I recall from my Catholic upbringing that a sacrament is a visible sign that conveys an inward, spiritual grace. Sacraments can be described as those moments in our existence where we are “touched by God”, times where we are lifted spiritually beyond ourselves – above ourselves – outside of ourselves. In an untraditional but similar way, the funeral ritual actually knocks me over with grace. I am transported out of myself as I approach the casket in a wake line, or when I smell the incense in the final blessing, or when I hear laughter in the church hall after a service. These images take me to a richer, fuller, more human place. A place where God is, a place where I am, and a place where my loved one is. A place, perhaps, of trinity.

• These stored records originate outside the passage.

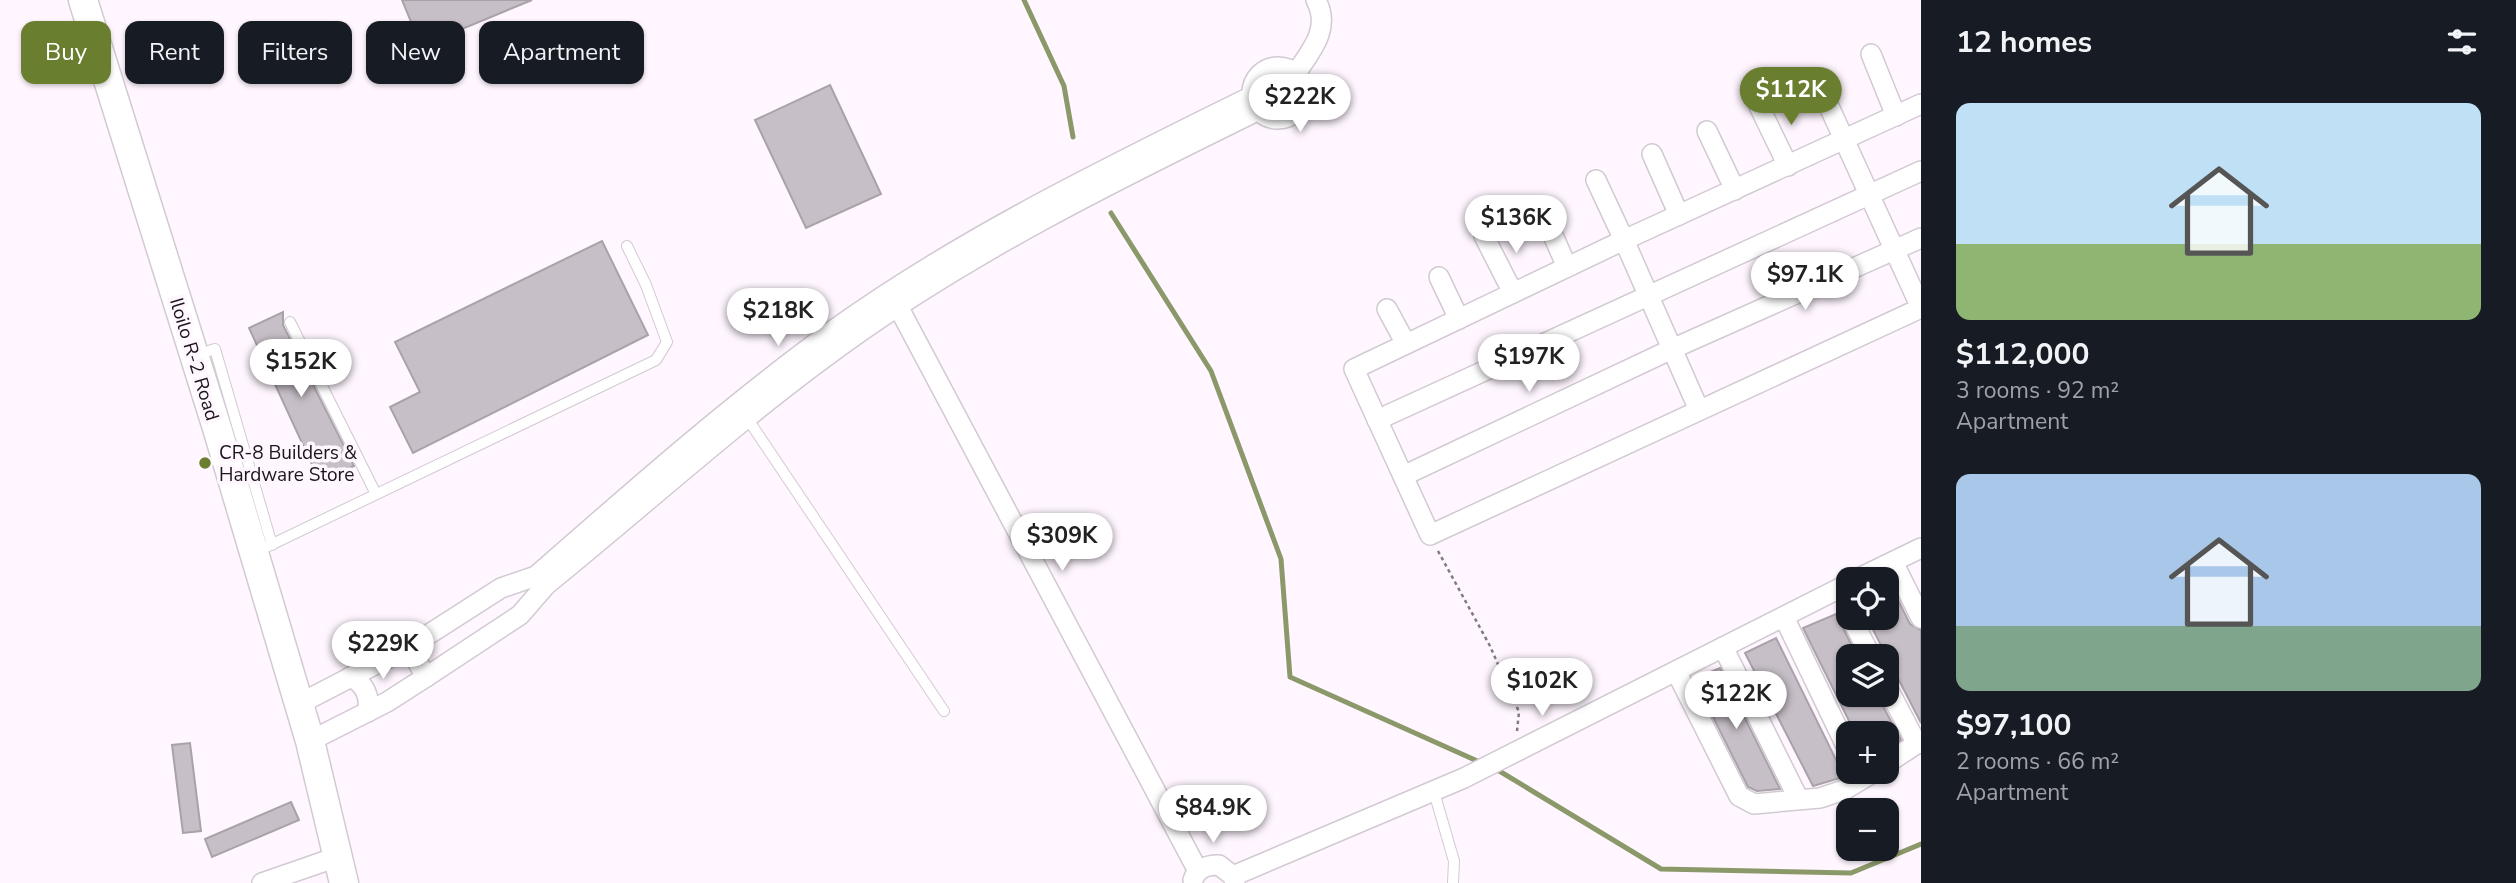 <!DOCTYPE html>
<html lang="en">
<head>
<meta charset="utf-8">
<style>
	body { margin:0; font-family:"Nunito Sans",sans-serif; background:#20242c; color:#f1f3f6; height:100vh; display:flex; flex-direction:column; font-size:26px; white-space:nowrap }
	* { box-sizing:border-box; margin:0 }
	p { font-size:23px; color:#9ea1a6 }
	.icon { flex:none; width:38px; height:38px; fill:none; stroke:currentColor; stroke-width:2; stroke-linecap:round; stroke-linejoin:round }
	.map { position:relative; flex:1; overflow:hidden }
	.panel { display:flex; flex-direction:column; background:#171b24; width:595px }
	.panel>* { flex:none }
	.top-card { position:absolute; left:21px; top:21px; width:665px; height:63px; display:flex; gap:14px }
	.controls { position:absolute; left:1836px; top:567px; display:grid; gap:14px }
	.controls a { display:grid; place-items:center; width:63px; height:63px; border-radius:14px; background:#171b24; box-shadow:0 2px 5px #0004; font-size:35px }
	.price { position:absolute; translate:-50% -60px; padding:0 16px; border-radius:24px; background:#fff; color:#222; font-size:23px; line-height:46px; filter:drop-shadow(0 2px 4px #0008) }
	.price::after { content:''; position:absolute; left:50%; top:42px; width:21px; height:16px; margin-left:-10px; background:inherit; clip-path:polygon(0 0,100% 0,50% 100%) }
	.price.active { background:#6a7e2f; color:#fff }
	ul { padding:0; list-style:none }
	li { display:grid; align-content:center; gap:14px; height:371px; padding:0 35px }
	li span { display:grid; place-items:center; height:217px; border-radius:14px; color:#555 }
	li>.icon { margin-inline-start:auto }
	span .icon { width:126px; height:126px; fill:#fffc; stroke-width:1 }
	li b { font-size:30px }
	h2 { display:flex; justify-content:space-between; align-items:center; height:84px; padding:0 35px; font-size:30px }
	.tag { padding:0 24px; border-radius:14px; background:#171b24; box-shadow:0 2px 5px #0004; font-size:24px; line-height:63px }
	.tag.active { background:#6a7e2f; color:#fff }
	main { display:flex; flex:1; min-height:0 }
	.map>svg:first-child { display:block }
	.lines { fill:none; stroke-linecap:round; stroke-linejoin:round }
	.stream { stroke:#8b9869; stroke-width:5 }
	.building { fill:#c7bfc7; stroke:#aaa2a9; stroke-width:2 }
	.lane-casing { stroke:#d2cad2; stroke-width:12 }
	.street-casing { stroke:#d2cad2; stroke-width:22 }
	.secondary-casing { stroke:#d2cad2; stroke-width:31 }
	.path { stroke:#817b81; stroke-width:2.5; stroke-dasharray:3.5 3.5; stroke-linecap:butt }
	.lane { stroke:#fff; stroke-width:10 }
	.street { stroke:#fff; stroke-width:19 }
	.secondary { stroke:#fff; stroke-width:28 }
	.poi-dot { fill:#6a7e2f; stroke:#fff6ff; stroke-width:2.5 }
	.labels { text-anchor:middle; stroke-width:7; stroke-linejoin:round; paint-order:stroke }
	.street-label { font-size:19px; fill:#1a171a; stroke:#fff6ff }
	.poi-label { font-size:19px; fill:#1a171a; stroke:#fff6ff; text-anchor:start }
</style>
</head>
<body>
<main>
<div class="map">
<svg width="1921" height="883" viewBox="0 0 1921 883">
	<rect width="100%" height="100%" fill="#fff6ff"/>
	<g class="lines">
		<g class="stream">
			<path d="M1024 0 1064 86 1073 137"/>
			<path d="M1111 213 1211 371 1281 559 1290 677 1484 764"/>
			<path d="M1496 769 1661 869 1851 873 1921 844"/>
		</g>
	</g>
	<g class="building">
		<path d="M402 0H532L421 46Z"/>
		<path d="M830 85 881 194 806 228 755 120Z"/>
		<path d="M602 241 648 335 413 453 390 407 420 392 395 342Z"/>
		<path d="M283 312V325L354 466 320 482 249 328Z"/>
		<path d="M1891 586 1910 624 1921 630V723L1867 618H1886V588Z"/>
		<path d="M1836 614 1857 656H1848V695H1877L1901 740 1886 749V733H1855L1803 628Z"/>
		<path d="M1776 638 1844 776 1840 778 1813 786 1745 653Z"/>
		<path d="M1720 668 1780 789 1757 791 1748 787 1694 679Z"/>
		<path d="M190 743 201 831 183 833 172 745Z"/>
		<path d="M291 802 299 820 212 857 205 839Z"/>
	</g>
	<g class="lines">
		<defs>
			<g id="lane">
				<path d="M290 322 376 494"/>
				<path d="M196 355 215 349 272 545"/>
				<path d="M747 418 944 711"/>
				<path d="M258 551 656 360 667 342 646 285 627 246"/>
				<path d="M1434 792 1454 861 1453 883"/>
			</g>
			<g id="street">
				<path d="M1871 54 1896 116"/>
				<circle cx="1278" cy="93" r="26"/>
				<path d="M1296 73C1312 50 1331 28 1316 0"/>
				<path d="M1759 106 1788 166"/>
				<path d="M1707 131 1735 190"/>
				<path d="M1652 154 1679 215"/>
				<path d="M1596 180 1624 240 1354 369 1430 535 1921 308 1816 78"/>
				<path d="M1540 206 1567 267"/>
				<path d="M1484 236 1513 293"/>
				<path d="M1439 277 1459 319"/>
				<path d="M893 297 1198 871"/>
				<path d="M1387 309 1406 344"/>
				<path d="M1699 410 1624 240 1921 104"/>
				<path d="M1377 420 1921 171"/>
				<path d="M1403 476 1672 349 1921 238"/>
				<path d="M1893 562 1921 618"/>
				<path d="M1857 579 1921 548"/>
				<path d="M1784 617 1848 750"/>
				<path d="M1851 618 1871 656"/>
				<path d="M409 647 426 677"/>
				<path d="M1723 647 1798 798"/>
				<path d="M1676 671 1739 796 1754 804 1820 798 1844 790 1874 772"/>
				<path d="M350 677C365 683 370 696 368 712"/>
				<path d="M1886 685 1917 744"/>
				<path d="M299 704 409 647 501 588 536 576C633 491 730 405 835 329 965 236 1109 167 1252 96"/>
				<path d="M310 741 387 702 426 677 520 615 546 585C645 505 740 418 843 344 972 251 1116 180 1259 110"/>
				<path d="M1886 764 1921 741"/>
				<path d="M1233 876 1464 778 1848 584"/>
				<path d="M1193 880C1197 868 1207 865 1219 865L1233 876 1235 883"/>
				<path d="M262 883 337 857"/>
			</g>
			<path id="secondary" d="M83 0 217 428 310 741 344 883"/>
		</defs>
		<use href="#lane" class="lane-casing"/>
		<use href="#street" class="street-casing"/>
		<use href="#secondary" class="secondary-casing"/>
		<path class="path" d="M1438 551 1490 646 1519 712 1517 731"/>
		<use href="#lane" class="lane"/>
		<use href="#street" class="street"/>
		<use href="#secondary" class="secondary"/>
	</g>
	<circle class="poi-dot" cx="205" cy="463" r="7"/>
	<g class="labels">
		<g class="street-label">
			<text transform="translate(195 359) rotate(73)" y="7">Iloilo R-2 Road</text>
		</g>
		<g class="poi-label">
			<text x="219" y="459">CR-8 Builders &amp;<tspan x="219" dy="22">Hardware Store</tspan></text>
		</g>
	</g>
</svg>
<div class="controls">
<a><svg class="icon" aria-label="locate" viewBox="0 0 24 24"><circle cx="12" cy="12" r="6"/><path d="M12 2v4M12 18v4M2 12h4M18 12h4"/></svg></a>
<a><svg class="icon" aria-label="layers" viewBox="0 0 24 24"><path d="M12 4l9 5-9 5-9-5zM3 14l9 5 9-5"/></svg></a>
<a>+</a>
<a>−</a>
</div>
<b class="price active" style="left:1791px;top:127px">$112K</b>
<b class="price" style="left:1300px;top:134px">$222K</b>
<b class="price" style="left:1516px;top:255px">$136K</b>
<b class="price" style="left:1805px;top:312px">$97.1K</b>
<b class="price" style="left:778px;top:348px">$218K</b>
<b class="price" style="left:1529px;top:394px">$197K</b>
<b class="price" style="left:301px;top:399px">$152K</b>
<b class="price" style="left:1062px;top:573px">$309K</b>
<b class="price" style="left:383px;top:681px">$229K</b>
<b class="price" style="left:1542px;top:718px">$102K</b>
<b class="price" style="left:1736px;top:731px">$122K</b>
<b class="price" style="left:1213px;top:845px">$84.9K</b>
<div class="top-card">
<a class="tag active">Buy</a>
<a class="tag">Rent</a>
<a class="tag">Filters</a>
<a class="tag">New</a>
<a class="tag">Apartment</a>
</div>
</div>
<section class="panel">
<h2>12 homes<svg class="icon" aria-label="filters" viewBox="0 0 24 24"><path d="M4 7h16M4 17h16"/><circle cx="9" cy="7" r="2"/><circle cx="15" cy="17" r="2"/></svg></h2>
<ul>
<li><span style="background:linear-gradient(#bfe0f5 65%,#8fb573 0)"><svg class="icon" aria-label="home" viewBox="0 0 24 24"><path d="M3 11l9-7 9 7M6 9v11h12V9"/></svg></span><div><b>$112,000</b><p>3 rooms · 92 m²</p><p>Apartment</p></div></li>
<li><span style="background:linear-gradient(#a9c7e8 70%,#7fa58c 0)"><svg class="icon" aria-label="home" viewBox="0 0 24 24"><path d="M3 11l9-7 9 7M6 9v11h12V9"/></svg></span><div><b>$97,100</b><p>2 rooms · 66 m²</p><p>Apartment</p></div></li>
</ul>
</section>
</main>
</body>
</html> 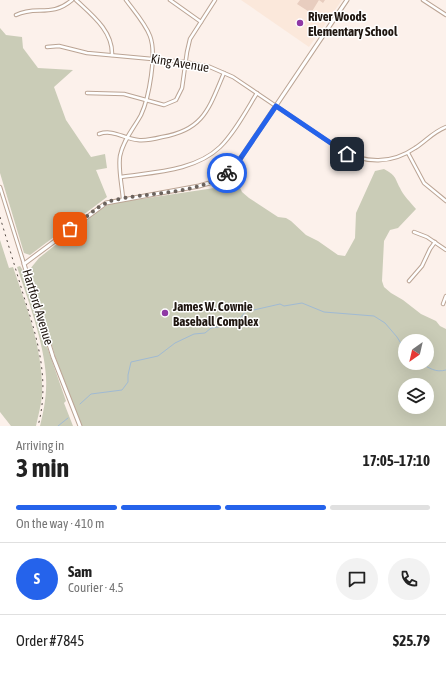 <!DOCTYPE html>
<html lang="en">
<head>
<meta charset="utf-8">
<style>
	:root { --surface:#fff; --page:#f2f2f2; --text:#222; --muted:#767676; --line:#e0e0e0; --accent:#2563eb }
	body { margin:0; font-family:"Asap Condensed",sans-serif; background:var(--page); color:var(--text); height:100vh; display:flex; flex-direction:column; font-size:15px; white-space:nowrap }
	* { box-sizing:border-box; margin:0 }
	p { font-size:13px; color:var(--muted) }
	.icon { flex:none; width:22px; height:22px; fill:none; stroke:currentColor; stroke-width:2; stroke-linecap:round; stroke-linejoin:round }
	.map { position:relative; height:426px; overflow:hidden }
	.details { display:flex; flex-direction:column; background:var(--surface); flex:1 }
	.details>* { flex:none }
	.needle { width:26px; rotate:214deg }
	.tools { position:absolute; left:398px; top:334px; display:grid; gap:8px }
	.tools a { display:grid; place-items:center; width:36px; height:36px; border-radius:50%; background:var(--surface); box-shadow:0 4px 16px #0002; font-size:20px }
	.pin { position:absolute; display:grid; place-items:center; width:34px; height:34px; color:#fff; margin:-17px; border-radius:8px; box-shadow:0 2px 6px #0006 }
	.courier { position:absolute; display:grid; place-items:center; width:40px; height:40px; margin:-20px; border:3px solid #2563eb; border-radius:50%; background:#fff; color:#222; box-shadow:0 1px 5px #0007 }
	.overview em { font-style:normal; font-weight:700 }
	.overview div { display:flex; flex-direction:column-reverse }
	.overview { display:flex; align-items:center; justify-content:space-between; height:68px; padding:0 16px }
	h1 { font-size:26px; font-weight:700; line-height:30px }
	.bar { display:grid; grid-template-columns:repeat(4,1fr); gap:6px 4px; align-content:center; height:48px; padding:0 16px }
	.bar i { height:5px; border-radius:3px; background:var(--line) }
	.bar .current { background:var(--accent) }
	.bar p { grid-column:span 4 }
	.line { display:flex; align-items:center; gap:10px; padding:0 16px; border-top:1px solid var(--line) }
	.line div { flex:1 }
	.round { display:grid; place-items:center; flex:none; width:42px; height:42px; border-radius:21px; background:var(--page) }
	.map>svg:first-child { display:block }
	.built { fill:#fbe8db }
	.green { fill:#caccb7; fill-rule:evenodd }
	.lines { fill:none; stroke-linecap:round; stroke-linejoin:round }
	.stream { stroke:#a0bad3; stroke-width:1 }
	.building { fill:#e8cdbf }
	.minor-casing { stroke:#bba494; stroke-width:4.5 }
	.tertiary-casing { stroke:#bba494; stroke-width:5 }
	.minor { stroke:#fff; stroke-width:2.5 }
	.tertiary { stroke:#fff; stroke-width:3 }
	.rail { stroke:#544b45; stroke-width:1; stroke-dasharray:2 4; stroke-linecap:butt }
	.done { stroke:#6c635d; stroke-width:4; stroke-dasharray:0 7.2 }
	.route { stroke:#2563eb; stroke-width:5 }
	.poi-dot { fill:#8f38a5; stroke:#fff; stroke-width:1.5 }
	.labels { text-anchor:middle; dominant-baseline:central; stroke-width:3; stroke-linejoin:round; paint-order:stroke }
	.poi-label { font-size:13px; font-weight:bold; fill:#1f1610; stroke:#fff; text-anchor:start }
	.street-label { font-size:13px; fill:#1f1610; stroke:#fff }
</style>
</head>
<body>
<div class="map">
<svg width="446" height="426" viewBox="0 0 446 426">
	<rect width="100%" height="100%" fill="#fcf1eb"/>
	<!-- built -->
	<polygon class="built" points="241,0 342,0 309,47"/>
	<!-- green -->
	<g class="green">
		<polygon points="0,28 6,35 22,37 23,48 38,68 73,70 54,87 66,120 91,157 105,154 107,168 96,170 107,197 30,255 24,253 0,173"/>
		<path d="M384,169C396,176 394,176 400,188C403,195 411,203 416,209L398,228L390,230L384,241L382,281L384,287L391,293L403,300L421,314L436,321L440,326L446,329V426H82L57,362L30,275V269L39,258L98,211L108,205L121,202L221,187L224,182L225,183L232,178L237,181L242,192L249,198L278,217L286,218L291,221L306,235L318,241L338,255L345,256L355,238L356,213L375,171ZM405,341H427V363H405ZM405,385H427V407H405Z"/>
		<path d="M0,240L9,268L13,267C27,308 44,352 42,396C41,406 38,416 36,426H11L0,412Z"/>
		<path d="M20,266L24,272L44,338L66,401L64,403L73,426H40C44,410 47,394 46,377C44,342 28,300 17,267Z"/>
	</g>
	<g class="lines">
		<!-- stream -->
		<g class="stream">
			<path d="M420,363C430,368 435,373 446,370"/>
			<polyline points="80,404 91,394 122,390 128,382 128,375 131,362 158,356 175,343 194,334 205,333 211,328 231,325 239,320 245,312 280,304 284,306 302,303 324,312 374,316 385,323 397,337 405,350"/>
			<polyline points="58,426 68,418"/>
		</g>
	</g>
	<!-- building -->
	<polygon class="building" points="300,0 325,0 323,3 319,0 311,13 297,4"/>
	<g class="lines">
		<!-- minor casing -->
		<g class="minor-casing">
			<g id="minor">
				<path d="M76,0C92,15 113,31 112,55"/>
				<polyline points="170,0 201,22"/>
				<polyline points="423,0 446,15"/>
				<path d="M16,15C36,5 51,18 72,0"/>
				<path d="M47,47L59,46L87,53L185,62L210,67L233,77L341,150C365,164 392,164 415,148C426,141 433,132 446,127"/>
				<polyline points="87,93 124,94 164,105 176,100 182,88 187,52 190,39 215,0"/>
				<path d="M99,134C114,129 124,139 138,140C146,141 154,139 162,137C204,130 209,108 224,73"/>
				<polyline points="408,153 424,183 446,201"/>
				<path d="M121,177C154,172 195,171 220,147C235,132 246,111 257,93"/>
				<polyline points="0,187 24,264"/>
				<path d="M123,199C122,185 118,169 120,156C123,140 134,128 141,115C149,98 157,54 150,36C145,23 134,11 126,0"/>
				<polyline points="414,232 427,237 446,250"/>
				<polyline points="409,281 422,266 430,249 435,242"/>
				<polyline points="443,304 446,296"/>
			</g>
		</g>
		<!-- tertiary casing -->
		<g class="tertiary-casing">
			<polyline id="tertiary" points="80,426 53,357 24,264 106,203 199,186 213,182 229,171 238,162 347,0"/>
		</g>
		<!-- minor -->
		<use href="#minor" class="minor"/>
		<!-- tertiary -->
		<use href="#tertiary" class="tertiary"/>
		<!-- rail -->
		<path class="rail" d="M0,217C8,244 16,270 24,297C38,340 50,381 38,426"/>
	</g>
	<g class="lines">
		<!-- done -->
		<path class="done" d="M70,229L99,207L110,201C145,192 198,195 227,173"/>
		<!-- route -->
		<polyline class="route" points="227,173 238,162 276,106 347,154"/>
	</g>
	<!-- markers -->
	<g class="poi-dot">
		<circle cx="300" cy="23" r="4"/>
		<circle cx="165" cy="313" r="4"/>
	</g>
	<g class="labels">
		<!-- poi labels -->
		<g class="poi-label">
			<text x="308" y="16">River Woods<tspan x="308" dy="15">Elementary School</tspan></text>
			<text x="173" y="306">James W. Cownie<tspan x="173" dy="15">Baseball Complex</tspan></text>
		</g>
		<!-- street labels -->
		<g class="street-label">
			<text transform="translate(180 63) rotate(9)">King Avenue</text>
			<text transform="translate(38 307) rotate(73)">Hartford Avenue</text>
		</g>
	</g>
</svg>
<div class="tools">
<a><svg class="needle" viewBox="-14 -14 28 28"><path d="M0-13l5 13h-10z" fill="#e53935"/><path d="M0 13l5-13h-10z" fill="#767676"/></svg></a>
<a><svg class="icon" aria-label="layers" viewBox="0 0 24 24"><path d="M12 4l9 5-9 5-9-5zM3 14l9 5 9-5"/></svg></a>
</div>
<div class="pin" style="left:70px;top:229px;background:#ea580c"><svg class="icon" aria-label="bag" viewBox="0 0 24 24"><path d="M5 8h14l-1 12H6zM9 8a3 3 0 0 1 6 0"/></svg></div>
<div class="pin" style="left:347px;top:154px;background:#1f2937"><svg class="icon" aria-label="home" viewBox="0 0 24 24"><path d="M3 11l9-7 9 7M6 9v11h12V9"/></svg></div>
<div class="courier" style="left:227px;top:173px"><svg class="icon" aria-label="bike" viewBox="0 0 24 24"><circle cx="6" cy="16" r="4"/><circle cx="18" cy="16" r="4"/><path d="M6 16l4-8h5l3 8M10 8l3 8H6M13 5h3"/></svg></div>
</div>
<section class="details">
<div class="overview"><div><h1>3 min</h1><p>Arriving in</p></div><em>17:05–17:10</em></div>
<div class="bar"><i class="current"></i><i class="current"></i><i class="current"></i><i></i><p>On the way · 410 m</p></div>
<div class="line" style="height:72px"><b class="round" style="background:var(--accent);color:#fff">S</b><div><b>Sam</b><p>Courier · 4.5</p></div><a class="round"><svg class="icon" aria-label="chat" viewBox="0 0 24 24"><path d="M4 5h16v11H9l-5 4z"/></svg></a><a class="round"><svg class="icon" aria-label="phone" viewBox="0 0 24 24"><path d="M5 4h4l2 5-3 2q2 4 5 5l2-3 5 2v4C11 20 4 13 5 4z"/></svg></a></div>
<div class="line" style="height:52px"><div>Order #7845</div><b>$25.79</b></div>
</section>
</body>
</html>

When he wept so bitterly for Lazarus, I do not believe that Christ was only thinking of the loss of a dear friendship or the pain of his departure. He was also thinking of humanity unfulfilled. And it is in that precise space of unfulfillment, that is, in death, where humanity and God meet. In the pain of “what will never be” is exactly where God reaches out to human creatures. God extending and filling the space between here and there is best defined as grace. When we come together as humans to reflect on our unfulfilled relationships, I believe we abundantly receive God’s grace.
From here to there, from life to death, connected by the natural rhythm of breath, we inhale in life, and we exhale to grace beyond death.